# What the task requires
Within the entries below, how many lines carry the word "Велизара"? State the number and stop.

# Dataset records
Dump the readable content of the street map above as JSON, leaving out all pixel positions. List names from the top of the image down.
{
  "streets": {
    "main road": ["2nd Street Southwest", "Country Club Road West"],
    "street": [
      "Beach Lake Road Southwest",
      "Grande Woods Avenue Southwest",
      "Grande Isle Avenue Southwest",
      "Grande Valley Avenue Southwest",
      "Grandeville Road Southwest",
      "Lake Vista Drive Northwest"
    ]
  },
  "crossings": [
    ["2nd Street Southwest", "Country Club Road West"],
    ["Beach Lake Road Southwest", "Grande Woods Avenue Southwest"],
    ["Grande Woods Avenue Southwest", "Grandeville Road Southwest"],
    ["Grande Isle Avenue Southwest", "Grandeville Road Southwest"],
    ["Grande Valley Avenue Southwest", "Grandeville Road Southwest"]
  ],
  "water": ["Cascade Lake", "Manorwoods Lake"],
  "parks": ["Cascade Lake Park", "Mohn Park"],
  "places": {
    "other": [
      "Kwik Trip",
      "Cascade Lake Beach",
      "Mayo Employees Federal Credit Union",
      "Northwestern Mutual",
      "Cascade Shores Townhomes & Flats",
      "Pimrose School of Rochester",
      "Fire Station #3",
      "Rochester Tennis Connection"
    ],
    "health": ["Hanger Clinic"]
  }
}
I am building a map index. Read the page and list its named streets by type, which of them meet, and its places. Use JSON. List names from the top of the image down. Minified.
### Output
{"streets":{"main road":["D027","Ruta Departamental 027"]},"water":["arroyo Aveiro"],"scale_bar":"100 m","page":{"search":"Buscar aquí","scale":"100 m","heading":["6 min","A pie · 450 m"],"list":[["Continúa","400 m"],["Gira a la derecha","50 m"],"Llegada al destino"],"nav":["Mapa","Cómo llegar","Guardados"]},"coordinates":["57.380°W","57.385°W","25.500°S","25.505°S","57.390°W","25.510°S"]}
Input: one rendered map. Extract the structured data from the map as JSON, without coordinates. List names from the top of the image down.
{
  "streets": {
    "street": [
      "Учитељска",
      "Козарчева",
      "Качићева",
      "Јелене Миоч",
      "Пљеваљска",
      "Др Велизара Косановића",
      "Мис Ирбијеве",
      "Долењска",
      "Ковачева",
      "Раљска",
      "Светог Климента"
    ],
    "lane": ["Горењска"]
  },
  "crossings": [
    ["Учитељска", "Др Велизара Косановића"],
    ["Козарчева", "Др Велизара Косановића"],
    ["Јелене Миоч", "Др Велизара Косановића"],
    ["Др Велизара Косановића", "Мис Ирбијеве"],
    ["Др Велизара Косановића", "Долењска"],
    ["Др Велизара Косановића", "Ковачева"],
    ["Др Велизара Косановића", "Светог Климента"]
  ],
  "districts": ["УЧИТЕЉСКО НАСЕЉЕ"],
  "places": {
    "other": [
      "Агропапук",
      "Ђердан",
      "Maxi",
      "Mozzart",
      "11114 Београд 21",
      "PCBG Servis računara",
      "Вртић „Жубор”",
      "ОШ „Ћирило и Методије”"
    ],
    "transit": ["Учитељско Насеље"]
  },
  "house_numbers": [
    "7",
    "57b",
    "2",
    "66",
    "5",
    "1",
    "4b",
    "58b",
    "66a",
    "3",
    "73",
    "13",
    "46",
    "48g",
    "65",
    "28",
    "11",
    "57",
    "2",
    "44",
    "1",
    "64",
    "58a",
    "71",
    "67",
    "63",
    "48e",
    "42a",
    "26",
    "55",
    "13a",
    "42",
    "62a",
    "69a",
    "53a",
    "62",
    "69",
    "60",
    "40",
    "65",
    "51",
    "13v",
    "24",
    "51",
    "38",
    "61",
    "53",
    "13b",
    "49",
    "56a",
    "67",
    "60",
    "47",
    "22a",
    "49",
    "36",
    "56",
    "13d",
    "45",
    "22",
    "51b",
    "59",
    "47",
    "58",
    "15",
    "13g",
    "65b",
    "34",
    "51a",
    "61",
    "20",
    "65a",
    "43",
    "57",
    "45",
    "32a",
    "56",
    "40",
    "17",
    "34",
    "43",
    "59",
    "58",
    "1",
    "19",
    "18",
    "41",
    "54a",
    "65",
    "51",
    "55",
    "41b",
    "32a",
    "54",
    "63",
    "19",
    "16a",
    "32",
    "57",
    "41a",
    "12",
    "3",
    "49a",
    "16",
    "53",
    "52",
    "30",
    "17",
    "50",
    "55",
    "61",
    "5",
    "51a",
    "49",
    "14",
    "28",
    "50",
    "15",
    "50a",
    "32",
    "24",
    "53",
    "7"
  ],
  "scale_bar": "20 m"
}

# Response
8